Ohio is among the states that set very incremental gains early on but now is hoping for big increases in the percent of students passing the tests.
Mitchell Chester, Ohio's former senior associate superintendent who is now Massachusetts' education commissioner, explained what officials there were thinking when they set about complying with the 2002 federal education law.
"Our best hypothesis at the time was that it would take Ohio schools a while to adjust their approach to instruction and improve curriculum,'' he said. "That was the reason we adopted an approach that looked for more incremental progress in the early years of the 12-year trajectory and steeper progress in the later years.''
Goal seen as unrealistic
Chester said he worries that the pressure states face to get all kids passing the tests by 2013-14 is keeping state education officials from making those tests harder.
"I think that the 100-percent proficiency target actually becomes a disincentive for states to raise academic standards,'' he said.
Jennings said many state officials saw the 2013-14 goal as unrealistic and likely to be changed, so they just put off the law's effects.
Efforts to revise the No Child Left Behind failed in Congress this year, and the 2013-14 goal remains in place. That means, eventually, that even states that expect schools to make gradual gains will find a lot of schools falling short of the 100-percent mark in six years, Jennings said.
However, he added that scores are up on state tests across the country, and having an end goal is probably part of the reason. "Unless you have a deadline, people put things off so there is some purpose in having a goal,'' Jennings said.
But it should be more realistic, says Michael Petrilli, vice president at the Thomas B. Fordham Institute, a Washington-based education think tank.
"To say 100 percent is just silly, and it creates frustration in the education system.
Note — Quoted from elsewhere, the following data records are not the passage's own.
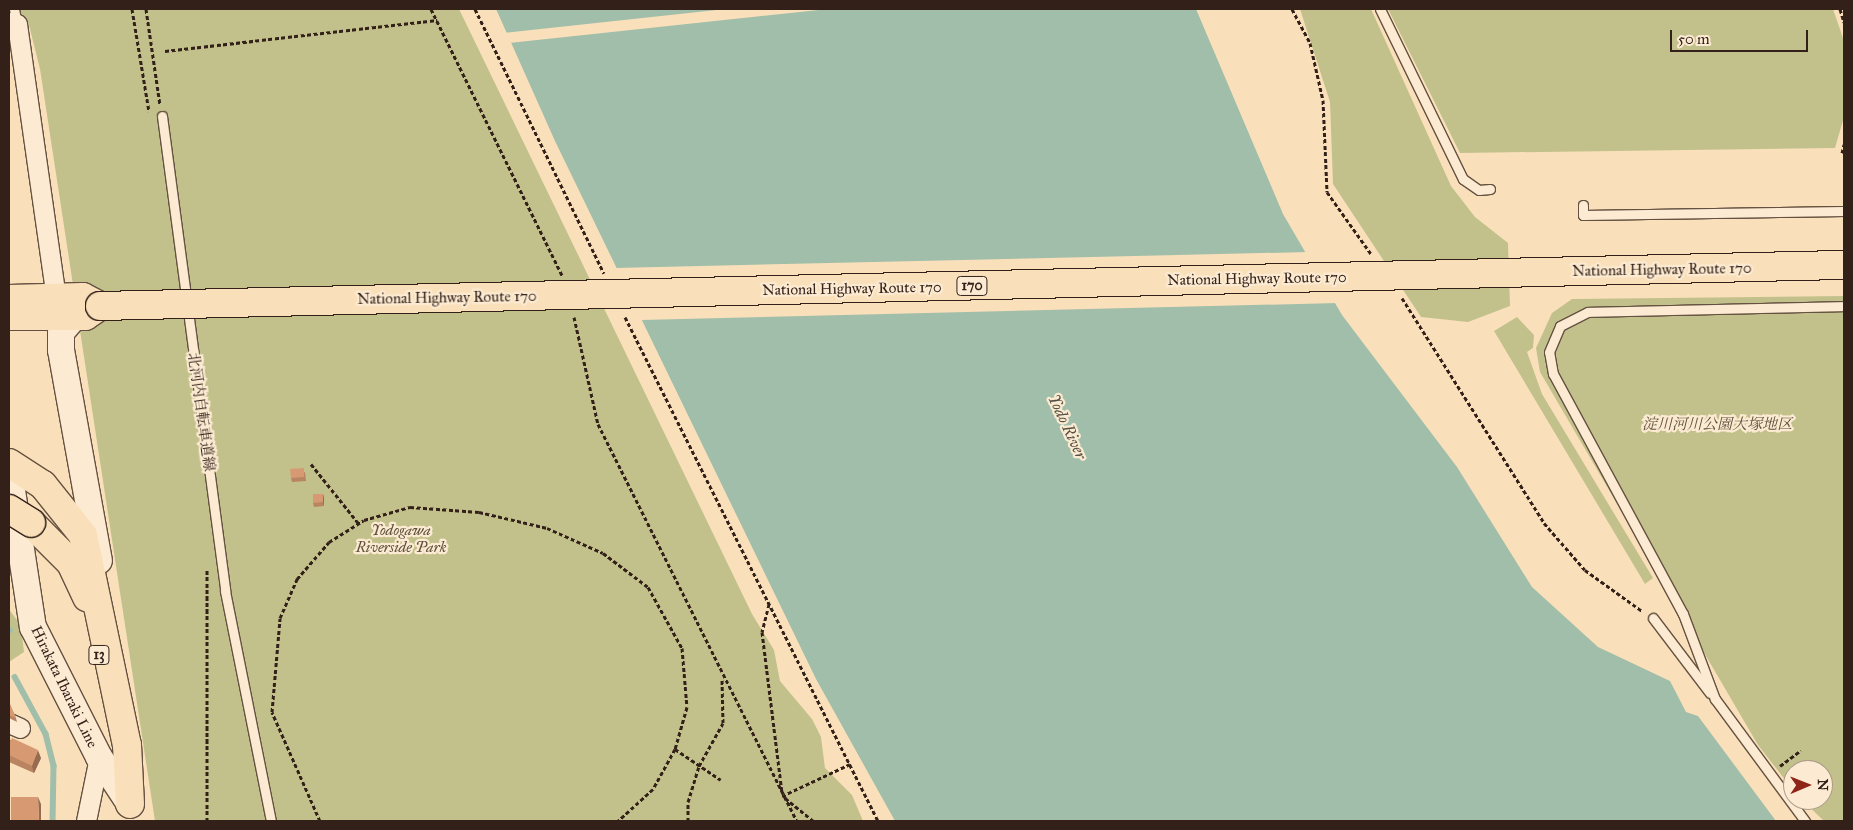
<!DOCTYPE html>
<meta charset="utf-8">
<style>
body{margin:0}
#map{position:relative;width:1853px;height:830px;overflow:hidden;background:#fae0ba;font-family:"IM FELL Great Primer","Noto Serif JP",serif}
div>[style]{position:absolute}
[style*='--x']{left:calc(var(--x)*1px);top:calc(var(--y)*1px);width:calc(var(--w)*1px);rotate:calc(var(--a)*1deg)}
.green>*{inset:0;background:#c2c18c}
.water>*{inset:0;background:#a0bea9}
.pier>*{inset:0;background:#fae0ba}
.stream>*{height:5.5px;margin:-2.75px;padding:0 2.75px;transform-origin:2.75px;border-radius:2.75px;background:#a0bea9}
.path>*{height:3px;margin-top:-1.5px;transform-origin:0;background:repeating-linear-gradient(90deg,#332119 0 4px,transparent 0 6.5px)}
.roads{filter:drop-shadow(1px 0 #655141) drop-shadow(-1px 0 #655141) drop-shadow(0 1px #655141) drop-shadow(0 -1px #655141)}
.lane>*{height:9px;margin:-4.5px;padding:0 4.5px;transform-origin:4.5px;border-radius:4.5px;background:#fcebd2}
.street>*{height:19px;margin:-9.5px;padding:0 9.5px;transform-origin:9.5px;border-radius:9.5px;background:#fcebd2}
.secondary>*{height:26px;margin:-13px;padding:0 13px;transform-origin:13px;border-radius:13px;background:#fcebd2}
.primary>*{height:28px;margin:-14px;padding:0 14px;transform-origin:14px;border-radius:14px;background:#fae0ba}
.highway>*{height:28px;margin:-14px;padding:0 14px;transform-origin:14px;border-radius:14px;background:#fae0ba}
.bridges{filter:drop-shadow(1px 0 #332119) drop-shadow(-1px 0 #332119) drop-shadow(0 1px #332119) drop-shadow(0 -1px #332119)}
.primary-bridge>*{height:28px;margin:-14px;padding:0 14px;transform-origin:14px;border-radius:14px;background:#fae0ba}
.highway-bridge>*{height:28px;margin:-14px;padding:0 14px;transform-origin:14px;border-radius:14px;background:#fae0ba}
.wall>*{inset:0;background:#b98462}
.shaded-wall>*{inset:0;background:#966b50}
.building>*{inset:0;background:#d79972}
span{translate:-50% -50%;white-space:nowrap;text-align:center;line-height:1.15;-webkit-text-stroke:4.5px #fcebd2;paint-order:stroke}
.shield-label span{padding:1px 4px;background:#fcebd2;border:1px solid;border-radius:4px;-webkit-text-stroke-width:0}
.shield-label{font-size:14px;color:#332119;font-weight:700}
.street-label{font-size:15px;color:#332119}
.park-label{font-size:15px;color:#5e513c;font-style:italic}
.water-label{font-size:16px;color:#545044;font-style:italic}
.frame{position:absolute;inset:0;border:10px solid #332119;pointer-events:none}
.north{position:absolute;left:1783px;top:760px;width:50px;height:50px;box-sizing:border-box;background:#fcebd2;border:1px solid #ac9a88;border-radius:50%;rotate:89deg;font-size:14px;font-weight:700;line-height:20px;text-align:center;color:#332119}
.north::after{content:'';display:block;margin:auto;width:18px;height:22px;background:#8f2418;clip-path:polygon(50% 0,100% 100%,50% 72%,0 100%)}
.scale{position:absolute;left:1670px;top:30px;width:138px;height:22px;box-sizing:border-box;border:2px solid #332119;border-top:0;padding-left:6px;font-size:15px;line-height:18px;white-space:nowrap;color:#332119;-webkit-text-stroke:4px #fcebd2;paint-order:stroke}
</style>
<div id="map">
<div class="green">
<i style="clip-path:polygon(9px 9px,459px 9px,752px 614px,774px 650px,780px 681px,812px 719px,821px 737px,825px 768px,852px 795px,863px 821px,155px 821px,40px 69px,29px 25px)"></i>
<i style="clip-path:polygon(1300px 9px,1371px 9px,1451px 186px,1475px 217px,1508px 243px,1510px 306px,1468px 322px,1421px 317px,1333px 184px,1330px 102px)"></i>
<i style="clip-path:polygon(1388px 9px,1833px 9px,1844px 41px,1844px 117px,1835px 148px,1460px 153px)"></i>
<i style="clip-path:polygon(1844px 296px,1844px 821px,1824px 821px,1802px 800px,1823px 800px,1823px 770px,1793px 770px,1793px 790px,1758px 745px,1540px 372px,1536px 348px,1552px 313px,1572px 299px)"></i>
<i style="clip-path:polygon(1517px 317px,1534px 335px,1533px 348px,1527px 352px,1542px 394px,1653px 578px,1645px 584px,1494px 331px)"></i>
<i style="clip-path:polygon(9px 609px,21px 626px,24px 652px,9px 662px)"></i>
</div>
<div class="water">
<i style="clip-path:polygon(496px 9px,1196px 9px,1283px 214px,1342px 315px,1457px 467px,1532px 587px,1598px 647px,1670px 681px,1686px 712px,1698px 716px,1776px 821px,895px 821px,816px 679px,555px 141px)"></i>
</div>
<div class="pier">
<i style="clip-path:polygon(726px 9px,828px 9px,509px 43px,504px 33px)"></i>
<i style="clip-path:polygon(1308px 252px,1338px 303px,641px 320px,615px 268px)"></i>
</div>
<div class="stream">
<i style="--x:9;--y:631;--w:1;--a:-45"></i>
<i style="--x:15;--y:677;--w:65;--a:61.5"></i>
<i style="--x:46;--y:734;--w:33;--a:76"></i>
<i style="--x:54;--y:766;--w:55;--a:91"></i>
</div>
<div class="path">
<i style="--x:132;--y:9;--w:104;--a:80.6"></i>
<i style="--x:146;--y:9;--w:97;--a:81.7"></i>
<i style="--x:431;--y:9;--w:297;--a:63.8"></i>
<i style="--x:475;--y:9;--w:294;--a:64"></i>
<i style="--x:1292;--y:9;--w:38;--a:62"></i>
<i style="--x:1310;--y:43;--w:58;--a:77.2"></i>
<i style="--x:1323;--y:100;--w:92;--a:87.5"></i>
<i style="--x:1327;--y:192;--w:76;--a:54.6"></i>
<i style="--x:1840;--y:9;--w:14;--a:73"></i>
<i style="--x:165;--y:51;--w:274;--a:-6.5"></i>
<i style="--x:1842;--y:153;--w:9;--a:-77"></i>
<i style="--x:1402;--y:298;--w:266;--a:57.7"></i>
<i style="--x:1544;--y:523;--w:62;--a:48.9"></i>
<i style="--x:1585;--y:570;--w:70;--a:35.7"></i>
<i style="--x:574;--y:317;--w:110;--a:77.4"></i>
<i style="--x:598;--y:424;--w:444;--a:63.4"></i>
<i style="--x:625;--y:317;--w:564;--a:63.34"></i>
<i style="--x:311;--y:464;--w:77;--a:51.3"></i>
<i style="--x:769;--y:604;--w:29;--a:104"></i>
<i style="--x:762;--y:632;--w:162;--a:82.9"></i>
<i style="--x:675;--y:749;--w:55;--a:34"></i>
<i style="--x:1780;--y:766;--w:26;--a:-37"></i>
<i style="--x:782;--y:796;--w:75;--a:-25.2"></i>
<i style="--x:785;--y:798;--w:36;--a:39"></i>
<i style="--x:207;--y:821;--w:252;--a:-90"></i>
<i style="--x:320;--y:821;--w:119;--a:-113.8"></i>
<i style="--x:272;--y:712;--w:94;--a:-85.1"></i>
<i style="--x:280;--y:618;--w:43;--a:-66.4"></i>
<i style="--x:297;--y:579;--w:49;--a:-49.1"></i>
<i style="--x:329;--y:542;--w:41;--a:-32.2"></i>
<i style="--x:364;--y:520;--w:48;--a:-15.8"></i>
<i style="--x:410;--y:507;--w:69;--a:4.1"></i>
<i style="--x:479;--y:512;--w:70;--a:13.2"></i>
<i style="--x:547;--y:528;--w:61;--a:24.1"></i>
<i style="--x:603;--y:553;--w:56;--a:37.1"></i>
<i style="--x:648;--y:587;--w:70;--a:60.9"></i>
<i style="--x:682;--y:648;--w:59;--a:85.2"></i>
<i style="--x:687;--y:707;--w:44;--a:105.9"></i>
<i style="--x:675;--y:749;--w:46;--a:118.8"></i>
<i style="--x:653;--y:789;--w:47;--a:137.6"></i>
<i style="--x:688;--y:821;--w:19;--a:-90"></i>
<i style="--x:688;--y:802;--w:38;--a:-73"></i>
<i style="--x:699;--y:766;--w:49;--a:-60.8"></i>
<i style="--x:723;--y:723;--w:43;--a:-91.3"></i>
</div>
<div class="roads">
<div class="lane">
<i style="--x:14;--y:9;--w:15;--a:79"></i>
<i style="--x:1380;--y:9;--w:189;--a:64"></i>
<i style="--x:1463;--y:179;--w:19;--a:35"></i>
<i style="--x:1479;--y:190;--w:11;--a:-5"></i>
<i style="--x:162;--y:116;--w:479;--a:82.4"></i>
<i style="--x:225;--y:591;--w:235;--a:78.7"></i>
<i style="--x:1583;--y:205;--w:10;--a:90"></i>
<i style="--x:1583;--y:215;--w:261;--a:-0.9"></i>
<i style="--x:1653;--y:618;--w:94;--a:52.8"></i>
<i style="--x:1805;--y:821;--w:152;--a:-126.4"></i>
<i style="--x:1715;--y:699;--w:91;--a:-110.6"></i>
<i style="--x:1683;--y:614;--w:273;--a:-118.4"></i>
<i style="--x:1553;--y:374;--w:22;--a:-100"></i>
<i style="--x:1549;--y:352;--w:28;--a:-67"></i>
<i style="--x:1560;--y:326;--w:31;--a:-27"></i>
<i style="--x:1588;--y:312;--w:256;--a:-1.3"></i>
</div>
<div class="street">
<i style="--x:9;--y:22;--w:8;--a:14"></i>
<i style="--x:17;--y:24;--w:276;--a:81.9"></i>
<i style="--x:9;--y:723;--w:12;--a:24"></i>
<i style="--x:86;--y:821;--w:65;--a:-78.5"></i>
</div>
<div class="secondary">
<i style="--x:75;--y:316;--w:21;--a:131"></i>
<i style="--x:61;--y:332;--w:18;--a:90"></i>
<i style="--x:61;--y:350;--w:214;--a:79.8"></i>
<i style="--x:9;--y:471;--w:158;--a:81.3"></i>
<i style="--x:33;--y:627;--w:146;--a:63.1"></i>
<i style="--x:99;--y:757;--w:56;--a:56.6"></i>
</div>
<div class="primary">
<i style="--x:9;--y:463;--w:40;--a:32.9"></i>
<i style="--x:43;--y:485;--w:64;--a:51.3"></i>
<i style="--x:83;--y:535;--w:215;--a:78.2"></i>
<i style="--x:127;--y:745;--w:59;--a:87.1"></i>
<i style="--x:31;--y:523;--w:57;--a:45"></i>
<i style="--x:71;--y:563;--w:38;--a:65"></i>
</div>
<div class="highway">
<i style="--x:9;--y:299;--w:74;--a:-1.5"></i>
<i style="--x:83;--y:297;--w:19;--a:28"></i>
<i style="--x:100;--y:306;--w:18;--a:146"></i>
<i style="--x:85;--y:316;--w:76;--a:180"></i>
</div>
</div>
<div class="bridges">
<div class="primary-bridge">
<i style="--x:9;--y:509;--w:26;--a:32"></i>
</div>
<div class="highway-bridge">
<i style="--x:100;--y:306;--w:1744;--a:-1.35"></i>
</div>
</div>
<div class="wall">
<i style="clip-path:polygon(305px 472px,306px 481px,292px 482px,291px 478px)"></i>
<i style="clip-path:polygon(323px 494px,324px 498px,324px 506px,314px 507px,313px 503px)"></i>
<i style="clip-path:polygon(9px 702px,16px 718px,17px 722px,9px 718px)"></i>
<i style="clip-path:polygon(9px 739px,41px 758px,34px 773px,9px 762px)"></i>
</div>
<div class="shaded-wall">
<i style="clip-path:polygon(323px 494px,324px 498px,324px 506px,323px 502px)"></i>
<i style="clip-path:polygon(38px 750px,41px 758px,34px 773px,32px 766px)"></i>
<i style="clip-path:polygon(38px 797px,41px 804px,41px 821px,39px 821px)"></i>
</div>
<div class="building">
<i style="clip-path:polygon(304px 468px,304px 477px,291px 478px,290px 469px)"></i>
<i style="clip-path:polygon(313px 494px,323px 494px,323px 502px,313px 503px)"></i>
<i style="clip-path:polygon(9px 702px,16px 718px,9px 715px)"></i>
<i style="clip-path:polygon(12px 738px,38px 750px,32px 766px,9px 755px,9px 745px)"></i>
<i style="clip-path:polygon(11px 797px,38px 797px,39px 821px,11px 821px)"></i>
</div>
<div class="shield-label">
<span style="left:972px;top:286px">170</span>
<span style="left:99px;top:655px">13</span>
</div>
<div class="street-label">
<span style="left:1662px;top:270px;rotate:-1deg">National Highway Route 170</span>
<span style="left:1257px;top:279px;rotate:-1deg">National Highway Route 170</span>
<span style="left:852px;top:289px;rotate:-1deg">National Highway Route 170</span>
<span style="left:447px;top:298px;rotate:-1deg">National Highway Route 170</span>
<span style="left:201px;top:412px;rotate:82deg">北河内自転車道線</span>
<span style="left:64px;top:687px;rotate:64deg">Hirakata Ibaraki Line</span>
</div>
<div class="park-label">
<span style="left:1717px;top:425px">淀川河川公園大塚地区</span>
<span style="left:401px;top:539px">Yodogawa<br>Riverside Park</span>
</div>
<div class="water-label">
<span style="left:1067px;top:427px;rotate:65deg">Yodo River</span>
</div>
<div class="frame"></div>
<div class="north">N</div>
<div class="scale">50 m</div>
</div>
Educators look at that goal and say, 'These people must be kidding,''' Petrilli said.
Parents want results now
Even if educators have that view, parents don't, says Kerri Briggs, the Education Department's assistant secretary for elementary and secondary education.
"They would like their kids to be on grade level now and not 50 years from now, not 20 years from now, but this year,'' Briggs said.
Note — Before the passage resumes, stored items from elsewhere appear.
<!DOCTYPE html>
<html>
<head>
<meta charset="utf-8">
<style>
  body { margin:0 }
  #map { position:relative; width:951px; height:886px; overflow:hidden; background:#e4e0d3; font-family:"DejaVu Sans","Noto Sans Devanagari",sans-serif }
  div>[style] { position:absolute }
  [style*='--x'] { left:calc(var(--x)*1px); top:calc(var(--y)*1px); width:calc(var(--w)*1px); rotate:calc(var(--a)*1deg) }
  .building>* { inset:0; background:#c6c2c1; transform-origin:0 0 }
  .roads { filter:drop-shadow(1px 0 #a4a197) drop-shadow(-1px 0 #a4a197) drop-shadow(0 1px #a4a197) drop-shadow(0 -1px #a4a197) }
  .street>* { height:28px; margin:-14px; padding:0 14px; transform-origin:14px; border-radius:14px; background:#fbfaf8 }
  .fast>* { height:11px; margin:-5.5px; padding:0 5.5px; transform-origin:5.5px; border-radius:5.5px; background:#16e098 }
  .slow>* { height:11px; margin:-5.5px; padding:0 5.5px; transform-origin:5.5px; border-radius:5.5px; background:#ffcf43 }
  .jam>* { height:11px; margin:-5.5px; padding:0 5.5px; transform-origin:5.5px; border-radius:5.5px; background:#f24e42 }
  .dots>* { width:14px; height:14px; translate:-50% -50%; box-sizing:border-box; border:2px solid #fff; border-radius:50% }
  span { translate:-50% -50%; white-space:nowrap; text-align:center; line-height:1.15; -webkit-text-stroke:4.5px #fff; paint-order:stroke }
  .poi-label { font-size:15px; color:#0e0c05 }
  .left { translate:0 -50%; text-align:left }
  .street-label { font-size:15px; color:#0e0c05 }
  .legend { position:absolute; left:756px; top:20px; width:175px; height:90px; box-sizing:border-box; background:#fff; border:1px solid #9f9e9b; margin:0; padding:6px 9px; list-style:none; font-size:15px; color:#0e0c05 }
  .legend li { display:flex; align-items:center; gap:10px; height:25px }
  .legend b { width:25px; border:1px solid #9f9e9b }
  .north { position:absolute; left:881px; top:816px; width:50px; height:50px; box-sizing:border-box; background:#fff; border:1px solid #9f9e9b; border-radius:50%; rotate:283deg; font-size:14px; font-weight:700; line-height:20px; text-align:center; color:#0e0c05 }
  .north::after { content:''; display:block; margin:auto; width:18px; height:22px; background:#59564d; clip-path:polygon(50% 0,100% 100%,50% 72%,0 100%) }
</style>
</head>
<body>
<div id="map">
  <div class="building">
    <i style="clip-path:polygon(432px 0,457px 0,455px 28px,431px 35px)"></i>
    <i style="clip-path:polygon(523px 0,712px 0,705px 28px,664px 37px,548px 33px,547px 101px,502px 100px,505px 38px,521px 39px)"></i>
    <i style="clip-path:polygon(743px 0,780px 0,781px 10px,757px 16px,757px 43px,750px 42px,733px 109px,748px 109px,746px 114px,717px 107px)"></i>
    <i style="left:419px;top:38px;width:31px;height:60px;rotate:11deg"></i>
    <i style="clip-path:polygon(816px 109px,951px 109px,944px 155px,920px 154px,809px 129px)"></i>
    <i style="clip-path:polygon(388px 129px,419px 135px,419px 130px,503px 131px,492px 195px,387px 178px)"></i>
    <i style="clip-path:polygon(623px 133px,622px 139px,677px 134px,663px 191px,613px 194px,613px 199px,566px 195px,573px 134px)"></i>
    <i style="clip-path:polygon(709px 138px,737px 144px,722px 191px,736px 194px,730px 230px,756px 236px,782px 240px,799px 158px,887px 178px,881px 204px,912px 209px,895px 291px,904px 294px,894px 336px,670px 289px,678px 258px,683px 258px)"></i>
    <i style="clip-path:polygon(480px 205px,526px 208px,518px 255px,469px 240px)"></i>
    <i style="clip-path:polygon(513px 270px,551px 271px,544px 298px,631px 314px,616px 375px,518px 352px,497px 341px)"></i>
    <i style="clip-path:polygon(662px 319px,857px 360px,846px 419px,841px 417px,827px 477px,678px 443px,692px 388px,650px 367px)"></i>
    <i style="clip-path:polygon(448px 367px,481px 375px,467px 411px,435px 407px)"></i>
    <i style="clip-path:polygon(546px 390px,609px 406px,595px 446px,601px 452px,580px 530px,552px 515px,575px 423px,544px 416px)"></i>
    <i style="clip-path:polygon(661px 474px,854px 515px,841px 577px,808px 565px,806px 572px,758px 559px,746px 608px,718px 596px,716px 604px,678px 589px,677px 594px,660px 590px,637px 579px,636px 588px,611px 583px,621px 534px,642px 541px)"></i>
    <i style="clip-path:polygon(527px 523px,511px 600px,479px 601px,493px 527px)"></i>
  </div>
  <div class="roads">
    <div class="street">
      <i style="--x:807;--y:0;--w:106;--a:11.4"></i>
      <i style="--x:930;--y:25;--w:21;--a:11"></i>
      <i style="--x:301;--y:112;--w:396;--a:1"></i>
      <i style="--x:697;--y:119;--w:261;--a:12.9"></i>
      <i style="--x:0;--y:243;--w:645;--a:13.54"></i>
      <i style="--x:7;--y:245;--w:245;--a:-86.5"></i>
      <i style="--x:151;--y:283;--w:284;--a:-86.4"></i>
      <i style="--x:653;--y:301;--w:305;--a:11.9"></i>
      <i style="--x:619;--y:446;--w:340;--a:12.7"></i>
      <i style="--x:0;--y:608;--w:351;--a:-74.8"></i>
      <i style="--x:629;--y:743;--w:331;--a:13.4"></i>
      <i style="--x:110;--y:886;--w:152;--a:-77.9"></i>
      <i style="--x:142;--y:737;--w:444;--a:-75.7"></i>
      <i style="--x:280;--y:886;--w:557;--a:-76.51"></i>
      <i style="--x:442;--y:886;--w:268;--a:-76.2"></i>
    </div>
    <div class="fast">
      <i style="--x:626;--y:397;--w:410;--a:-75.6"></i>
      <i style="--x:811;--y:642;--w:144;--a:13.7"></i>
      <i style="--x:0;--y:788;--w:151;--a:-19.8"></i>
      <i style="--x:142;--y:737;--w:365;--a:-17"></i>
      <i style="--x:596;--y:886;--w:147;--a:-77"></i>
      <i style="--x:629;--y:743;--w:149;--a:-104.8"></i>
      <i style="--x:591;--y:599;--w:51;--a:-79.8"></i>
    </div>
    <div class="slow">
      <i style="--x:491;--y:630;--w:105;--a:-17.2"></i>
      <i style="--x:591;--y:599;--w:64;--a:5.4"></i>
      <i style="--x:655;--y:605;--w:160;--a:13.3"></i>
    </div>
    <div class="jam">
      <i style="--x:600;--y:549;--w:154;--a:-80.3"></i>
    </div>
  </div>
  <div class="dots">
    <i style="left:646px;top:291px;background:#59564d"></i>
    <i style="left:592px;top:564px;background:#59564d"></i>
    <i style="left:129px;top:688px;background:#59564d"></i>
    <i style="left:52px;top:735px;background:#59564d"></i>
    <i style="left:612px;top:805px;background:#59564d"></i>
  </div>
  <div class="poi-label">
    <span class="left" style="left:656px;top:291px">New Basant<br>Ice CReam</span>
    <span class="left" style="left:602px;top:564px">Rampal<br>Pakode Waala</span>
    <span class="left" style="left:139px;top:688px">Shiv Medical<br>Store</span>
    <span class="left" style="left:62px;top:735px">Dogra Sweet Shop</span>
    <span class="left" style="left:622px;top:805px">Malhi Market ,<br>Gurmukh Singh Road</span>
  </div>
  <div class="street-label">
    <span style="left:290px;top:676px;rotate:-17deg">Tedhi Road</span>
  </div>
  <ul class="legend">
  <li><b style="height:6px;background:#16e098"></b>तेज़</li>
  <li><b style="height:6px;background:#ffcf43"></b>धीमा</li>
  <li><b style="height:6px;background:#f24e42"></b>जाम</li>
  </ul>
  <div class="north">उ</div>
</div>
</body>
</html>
Briggs also noted that the law had reasonable exceptions.
For example, the reading scores of newly arrived immigrants don't count. Schools also are allowed to exclude test scores when a racial group is too small to be statistically significant, and when students' privacy could be jeopardized. In addition, students with disabilities may be given easier tests than those given to other students.
There is one other way schools can avoid the penalties associated with missing benchmarks under No Child Left Behind: If schools miss annual testing goals but show they have reduced the number of kids failing by 10 percent from the previous year, they can avoid penalties. They also must make progress in another area, often attendance.